(Beginning of RECORDS SUPPLIED)

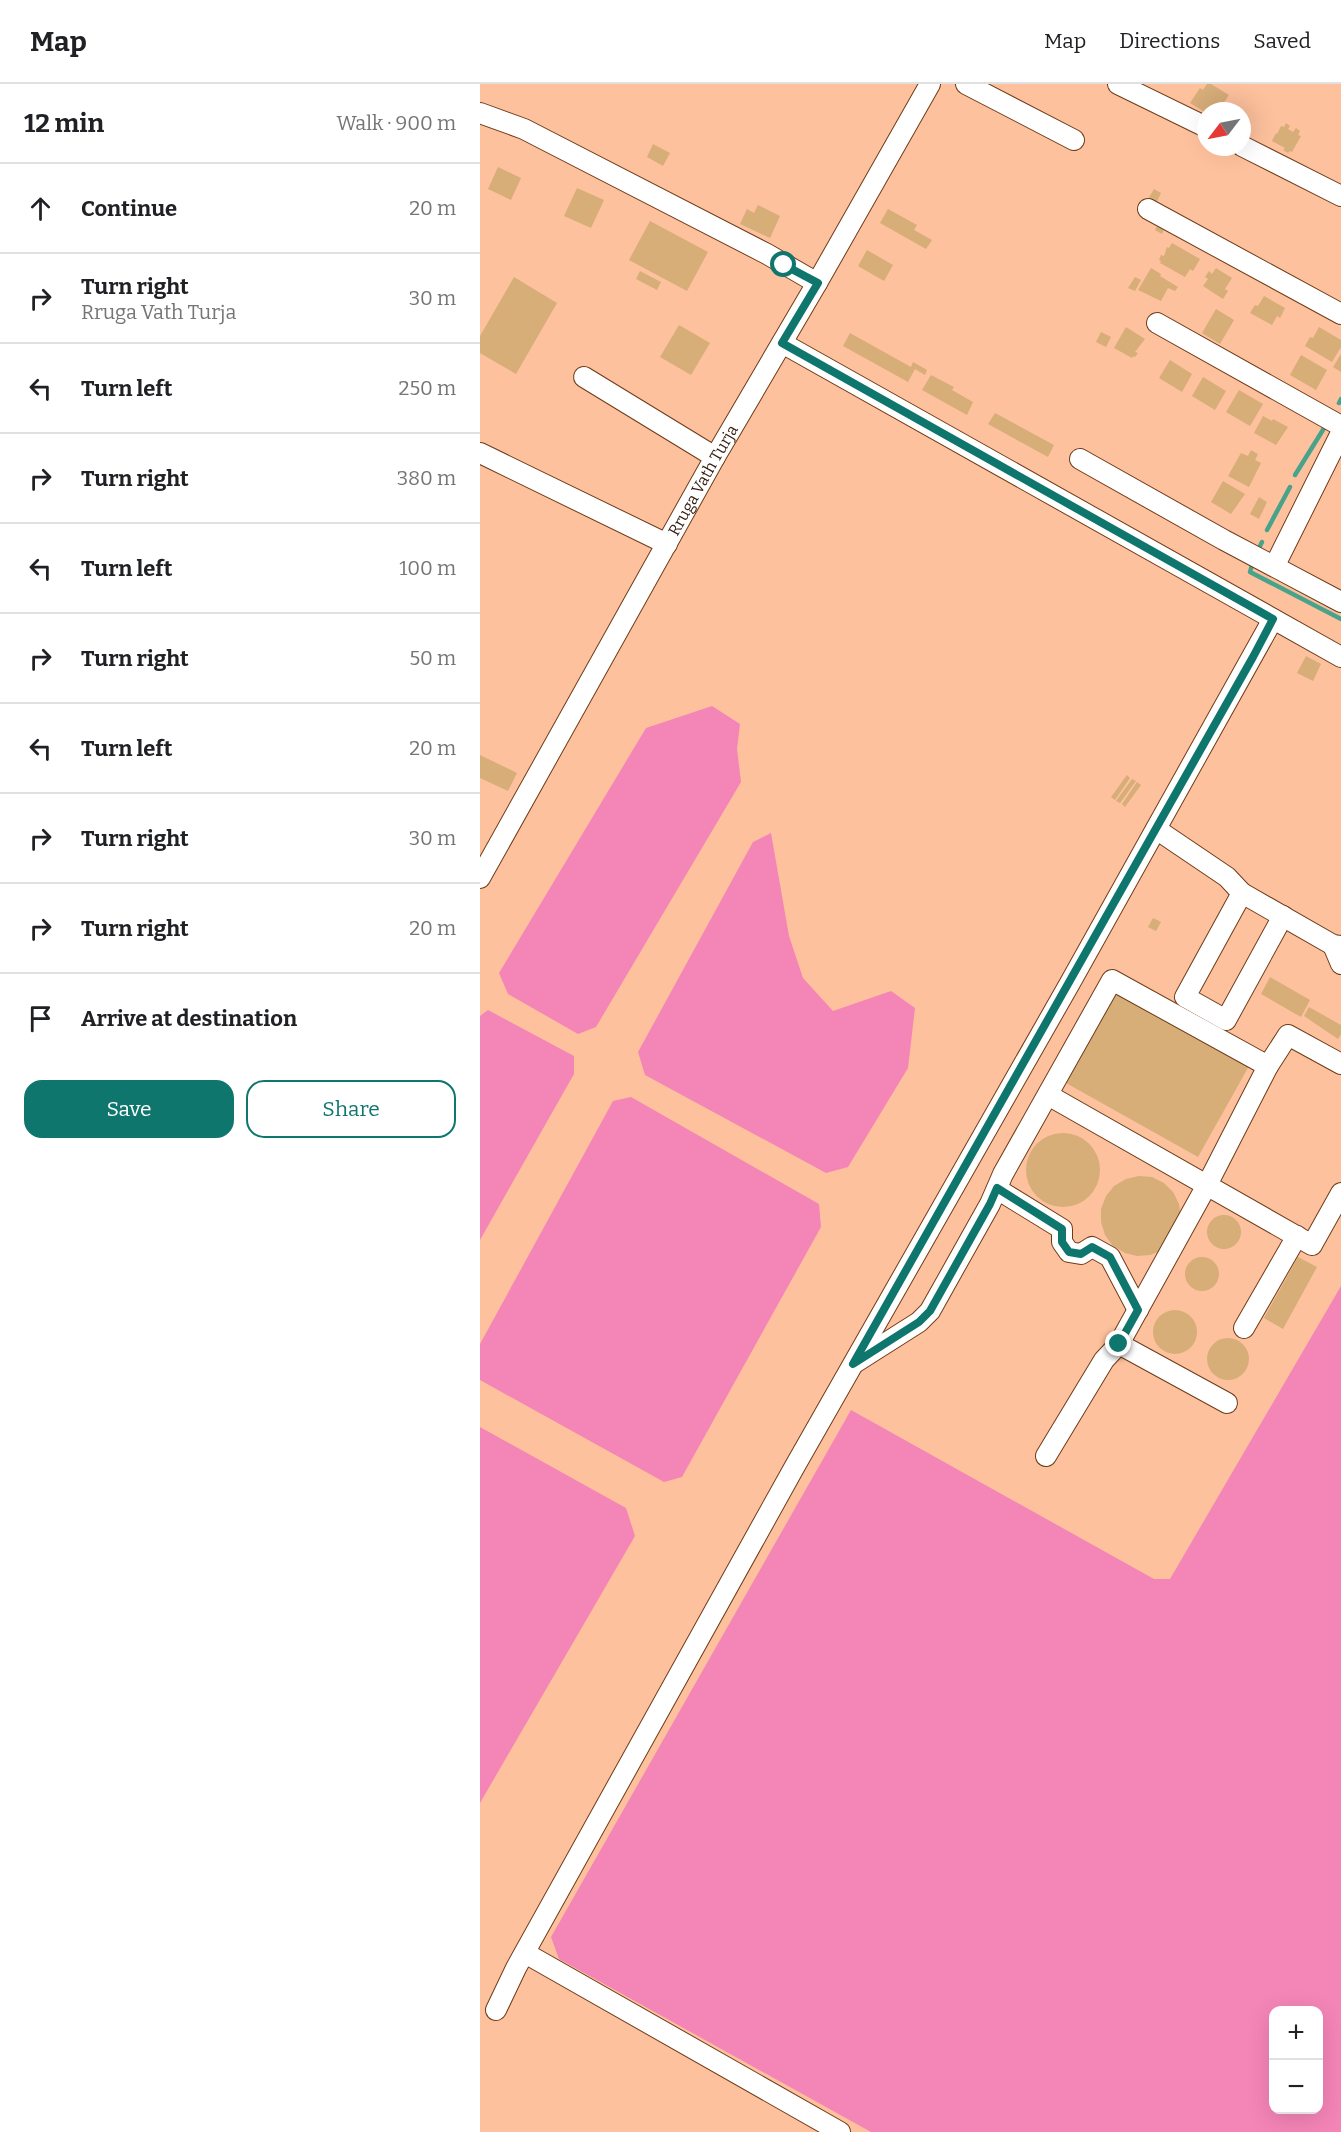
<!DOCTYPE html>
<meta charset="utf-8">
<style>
:root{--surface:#fff;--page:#f6f6f6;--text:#202124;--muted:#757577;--line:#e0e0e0;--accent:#0f766e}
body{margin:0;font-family:Bitter,serif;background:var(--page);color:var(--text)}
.controls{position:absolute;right:18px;bottom:18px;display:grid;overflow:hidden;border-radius:12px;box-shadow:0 6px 24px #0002}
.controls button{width:54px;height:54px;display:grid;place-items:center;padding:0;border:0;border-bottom:2px solid var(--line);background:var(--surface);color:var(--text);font:30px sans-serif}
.compass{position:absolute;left:717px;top:18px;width:54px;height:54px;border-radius:50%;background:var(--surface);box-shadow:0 6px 24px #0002;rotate:238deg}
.stop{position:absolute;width:18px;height:18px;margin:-14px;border:4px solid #0f766e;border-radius:50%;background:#fff}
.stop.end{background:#0f766e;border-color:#fff;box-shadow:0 2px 6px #0008}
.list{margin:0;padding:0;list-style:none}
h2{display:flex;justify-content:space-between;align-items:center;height:78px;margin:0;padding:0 24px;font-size:26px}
h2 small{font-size:20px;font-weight:400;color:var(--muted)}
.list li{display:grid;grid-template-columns:39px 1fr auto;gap:18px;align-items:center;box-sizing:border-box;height:90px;padding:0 24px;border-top:2px solid var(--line)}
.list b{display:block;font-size:22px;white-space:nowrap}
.list p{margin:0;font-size:20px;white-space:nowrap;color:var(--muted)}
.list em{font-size:20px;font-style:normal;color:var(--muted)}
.actions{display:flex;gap:12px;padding:18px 24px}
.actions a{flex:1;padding:14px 0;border:2px solid var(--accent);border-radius:18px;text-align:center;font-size:21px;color:var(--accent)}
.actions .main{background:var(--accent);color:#fff}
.icon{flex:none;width:33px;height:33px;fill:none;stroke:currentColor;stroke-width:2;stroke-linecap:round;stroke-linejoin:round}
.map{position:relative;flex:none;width:861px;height:2048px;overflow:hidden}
header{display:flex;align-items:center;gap:36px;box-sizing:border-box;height:84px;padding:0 30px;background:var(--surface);border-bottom:2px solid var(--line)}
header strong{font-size:28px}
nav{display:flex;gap:33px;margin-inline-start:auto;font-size:21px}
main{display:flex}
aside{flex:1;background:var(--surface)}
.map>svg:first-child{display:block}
.green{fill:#f485b7;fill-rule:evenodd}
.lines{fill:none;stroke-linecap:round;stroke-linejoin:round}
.stream{stroke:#48a38a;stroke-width:4.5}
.building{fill:#d7ad78}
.minor-casing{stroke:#6e3c19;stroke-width:22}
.minor{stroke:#fff;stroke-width:20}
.route{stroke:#0f766e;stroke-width:8}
.labels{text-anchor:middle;stroke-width:4.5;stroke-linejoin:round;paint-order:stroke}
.street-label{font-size:16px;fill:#321c0e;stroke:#fec19d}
</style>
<header>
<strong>Map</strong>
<nav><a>Map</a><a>Directions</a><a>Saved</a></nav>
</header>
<main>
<aside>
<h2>12 min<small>Walk · 900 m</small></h2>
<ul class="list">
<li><svg class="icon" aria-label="ahead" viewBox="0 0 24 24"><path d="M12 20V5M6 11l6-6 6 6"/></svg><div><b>Continue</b></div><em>20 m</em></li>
<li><svg class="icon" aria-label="right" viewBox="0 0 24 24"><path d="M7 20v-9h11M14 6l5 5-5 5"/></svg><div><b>Turn right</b><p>Rruga Vath Turja</p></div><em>30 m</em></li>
<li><svg class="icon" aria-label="left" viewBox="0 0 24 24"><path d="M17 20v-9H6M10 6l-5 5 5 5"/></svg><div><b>Turn left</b></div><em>250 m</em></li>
<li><svg class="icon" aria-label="right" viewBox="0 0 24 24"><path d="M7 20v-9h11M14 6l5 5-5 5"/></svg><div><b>Turn right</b></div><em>380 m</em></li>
<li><svg class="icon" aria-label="left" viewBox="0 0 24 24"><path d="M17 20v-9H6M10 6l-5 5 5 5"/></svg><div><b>Turn left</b></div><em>100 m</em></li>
<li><svg class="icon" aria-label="right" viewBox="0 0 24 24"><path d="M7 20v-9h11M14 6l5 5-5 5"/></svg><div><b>Turn right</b></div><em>50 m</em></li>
<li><svg class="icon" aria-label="left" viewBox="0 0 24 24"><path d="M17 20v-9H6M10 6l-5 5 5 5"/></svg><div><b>Turn left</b></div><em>20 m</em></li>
<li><svg class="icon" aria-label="right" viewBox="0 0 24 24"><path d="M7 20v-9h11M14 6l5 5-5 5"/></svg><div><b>Turn right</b></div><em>30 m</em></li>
<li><svg class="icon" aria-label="right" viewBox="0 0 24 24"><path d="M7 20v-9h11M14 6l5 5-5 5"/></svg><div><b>Turn right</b></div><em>20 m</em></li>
<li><svg class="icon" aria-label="arrive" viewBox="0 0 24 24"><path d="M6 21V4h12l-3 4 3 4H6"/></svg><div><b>Arrive at destination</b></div></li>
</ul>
<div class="actions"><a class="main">Save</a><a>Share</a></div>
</aside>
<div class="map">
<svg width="861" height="2048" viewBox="0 0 861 2048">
<rect width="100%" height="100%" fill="#fec19d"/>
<g class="green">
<path d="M 232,622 L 260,640 L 257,665 L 261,698 L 116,943 L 98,950 L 28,910 L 19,889 L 166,644 Z"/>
<path d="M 291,749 L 309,852 L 323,894 L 353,927 L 411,907 L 435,924 L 428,984 L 368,1083 L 346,1089 L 165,991 L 158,968 L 273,758 Z"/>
<path d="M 8,926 L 94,972 L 94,990 L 0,1156 L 0,932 Z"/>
<path d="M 151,1013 L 339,1120 L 341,1143 L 202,1393 L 184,1398 L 0,1296 L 0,1260 L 133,1017 Z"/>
<path d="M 861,1202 L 861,2048 L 391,2048 L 79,1875 L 71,1853 L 371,1326 L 674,1495 L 690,1495 ZM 794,1926 L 838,1926 L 838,2026 L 794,2026 Z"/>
<path d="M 0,1343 L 146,1424 L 155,1452 L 0,1719 Z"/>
</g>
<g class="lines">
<g class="stream">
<path d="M 859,319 L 861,315"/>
<path d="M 815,391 L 846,341"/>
<path d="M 787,446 L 810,403"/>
<path d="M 779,464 L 782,458"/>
<path d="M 772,481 L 770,488 L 861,535"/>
</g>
</g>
<g class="building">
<path d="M 727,0 L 731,0 L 749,11 L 738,27 L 726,27 L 726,29 L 710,19 L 720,4 L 723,6 Z"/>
<path d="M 806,39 L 810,42 L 808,45 L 813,48 L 816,44 L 820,47 L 818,51 L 821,52 L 812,68 L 810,67 L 808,69 L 803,66 L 805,64 L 792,57 L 796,49 L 797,50 L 801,42 L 804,43 Z"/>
<path d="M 173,60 L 190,69 L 183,82 L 167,73 Z"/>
<path d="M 18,83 L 41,94 L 31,116 L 8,105 Z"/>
<path d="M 97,104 L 124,116 L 111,144 L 84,132 Z"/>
<path d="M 674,105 L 681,109 L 675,122 L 667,117 Z"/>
<path d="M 278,121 L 300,132 L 290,154 L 260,140 L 267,125 L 274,129 Z"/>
<path d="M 408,125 L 437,141 L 434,146 L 452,156 L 446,165 L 400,139 Z"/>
<path d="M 170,137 L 228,168 L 207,207 L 149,176 Z"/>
<path d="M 679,138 L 686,141 L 682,150 L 675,146 Z"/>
<path d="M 692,159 L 720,175 L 713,187 L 710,185 L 705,193 L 680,179 L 681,177 L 679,176 L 681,171 L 684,172 L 687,163 L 689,164 Z"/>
<path d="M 387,166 L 413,181 L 404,197 L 378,182 Z"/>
<path d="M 671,184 L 681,190 L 680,192 L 698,203 L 695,207 L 688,204 L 681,217 L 658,206 Z"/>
<path d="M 736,184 L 752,194 L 745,205 L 748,207 L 743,215 L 723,202 L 728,195 L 725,193 L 729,187 L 732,190 Z"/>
<path d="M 160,187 L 181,198 L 177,206 L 156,195 Z"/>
<path d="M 34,193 L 77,219 L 36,290 L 0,269 L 0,252 Z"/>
<path d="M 655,193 L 661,196 L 655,207 L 648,204 Z"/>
<path d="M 784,212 L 805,224 L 800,234 L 797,232 L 792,241 L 770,229 L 775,221 L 778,222 Z"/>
<path d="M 736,225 L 754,236 L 740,260 L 722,249 Z"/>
<path d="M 199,241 L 230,259 L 211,291 L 180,273 Z"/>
<path d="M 646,243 L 665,255 L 655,268 L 658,269 L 655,273 L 653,272 L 652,274 L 634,264 Z"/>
<path d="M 839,243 L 861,256 L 861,263 L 852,278 L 825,262 L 830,253 L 833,254 Z"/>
<path d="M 621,248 L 631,253 L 626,263 L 616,258 Z"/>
<path d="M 370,249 L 431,283 L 433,278 L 447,286 L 445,291 L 435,285 L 428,298 L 363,262 Z"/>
<path d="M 861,270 L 861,288 L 853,283 Z"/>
<path d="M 821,271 L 847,286 L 836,306 L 810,291 Z"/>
<path d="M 690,276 L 712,290 L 702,308 L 679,294 Z"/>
<path d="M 451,291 L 474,303 L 472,306 L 493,318 L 487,331 L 442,306 Z"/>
<path d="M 723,293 L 746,307 L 735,326 L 712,312 Z"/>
<path d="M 759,306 L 783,320 L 770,342 L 746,328 Z"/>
<path d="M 515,329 L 574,361 L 568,373 L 508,340 Z"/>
<path d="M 783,332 L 792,337 L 793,335 L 808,343 L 796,361 L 774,349 Z"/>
<path d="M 771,366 L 778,370 L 775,376 L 781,379 L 769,403 L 748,392 L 761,369 L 768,372 Z"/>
<path d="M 743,397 L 765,410 L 751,430 L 731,418 Z"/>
<path d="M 779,413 L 787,418 L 779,435 L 770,430 Z"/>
<path d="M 826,572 L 841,580 L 833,597 L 817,589 Z"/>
<path d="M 0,671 L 37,689 L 28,707 L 0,694 Z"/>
<path d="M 647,691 L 650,694 L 635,716 L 631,713 Z"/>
<path d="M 652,695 L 656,697 L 640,719 L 636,717 Z"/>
<path d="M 657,698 L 661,701 L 645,723 L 642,720 Z"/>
<path d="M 673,834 L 681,838 L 676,847 L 668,843 Z"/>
<path d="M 790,893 L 830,916 L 821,933 L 781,910 Z"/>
<path d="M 636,909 L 769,982 L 718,1073 L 586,999 Z"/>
<path d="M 829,923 L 861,941 L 861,950 L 858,955 L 824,932 Z"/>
<circle cx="583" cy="1086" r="37"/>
<path d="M 659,1092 L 672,1093 L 684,1099 L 693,1108 L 699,1120 L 701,1133 L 683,1166 L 670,1171 L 657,1172 L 645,1169 L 633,1162 L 625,1151 L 621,1138 L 621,1125 L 626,1112 L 634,1102 L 646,1095 Z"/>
<circle cx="744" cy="1148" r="17"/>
<path d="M 818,1173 L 837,1183 L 803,1245 L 784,1234 Z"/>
<circle cx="722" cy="1190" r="17"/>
<circle cx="695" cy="1248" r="22"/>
<circle cx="748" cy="1275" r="21"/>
</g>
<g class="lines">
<g class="minor-casing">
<g id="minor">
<path d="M 486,0 L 594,56"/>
<path d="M 638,0 L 726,43"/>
<path d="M 0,29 L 44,45 L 287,170 L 337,199"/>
<path d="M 762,62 L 861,112"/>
<path d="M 668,125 L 861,230"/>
<path d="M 677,239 L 861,342"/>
<path d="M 302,259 L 861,573"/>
<path d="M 104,293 L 235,373"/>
<path d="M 0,369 L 187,460"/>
<path d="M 600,375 L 744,456 L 861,518"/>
<path d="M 795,481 L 861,349"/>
<path d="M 676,745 L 747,793 L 762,809 L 853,861 L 861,862"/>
<path id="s1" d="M 0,794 L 235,373 L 337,199 L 450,0"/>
<path d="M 762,809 L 705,913 L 746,936 L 803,832"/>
<path d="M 853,861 L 861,880"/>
<path d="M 788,982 L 808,951 L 861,980"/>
<path d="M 568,1011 L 832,1161 L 861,1109"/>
<path d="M 517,1105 L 582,1145 L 582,1158 L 589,1168 L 601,1170 L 612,1163 L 630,1173 L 658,1226"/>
<path d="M 764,1244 L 817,1152"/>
<path d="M 639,1260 L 747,1319"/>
<path d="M 376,1278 L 439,1238 L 450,1227 L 510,1120 L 523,1090 L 632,896 L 788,982 L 727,1101 L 639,1260 L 624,1276 L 566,1372"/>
<path d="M 45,1869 L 360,2048"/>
<path d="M 16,1926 L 36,1884 L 315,1382 L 590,899 L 793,535"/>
</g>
</g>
<use href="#minor" class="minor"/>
</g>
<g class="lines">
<path class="route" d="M 304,181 L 338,199 L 302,259 L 793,535 L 773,573 L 373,1280 L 439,1238 L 450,1227 L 510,1120 L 517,1104 L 582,1145 L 582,1158 L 589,1168 L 601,1170 L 612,1163 L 630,1173 L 658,1226 L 639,1260"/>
</g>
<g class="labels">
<g class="street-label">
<text dy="6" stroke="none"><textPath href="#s1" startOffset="456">Rruga Vath Turja</textPath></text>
</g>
</g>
</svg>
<div class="controls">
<button>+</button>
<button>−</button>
</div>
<svg class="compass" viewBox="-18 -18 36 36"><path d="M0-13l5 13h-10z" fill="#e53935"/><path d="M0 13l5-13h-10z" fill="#757577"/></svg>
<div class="stop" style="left:304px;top:181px"></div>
<div class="stop end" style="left:639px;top:1260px"></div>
</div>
</main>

(End of RECORDS SUPPLIED)

## TASK DETAILS
For every line above that has "compass" in it, copy the line.

## WRITTEN RESPONSE
.compass{position:absolute;left:717px;top:18px;width:54px;height:54px;border-radius:50%;background:var(--surface);box-shadow:0 6px 24px #0002;rotate:238deg}
<svg class="compass" viewBox="-18 -18 36 36"><path d="M0-13l5 13h-10z" fill="#e53935"/><path d="M0 13l5-13h-10z" fill="#757577"/></svg>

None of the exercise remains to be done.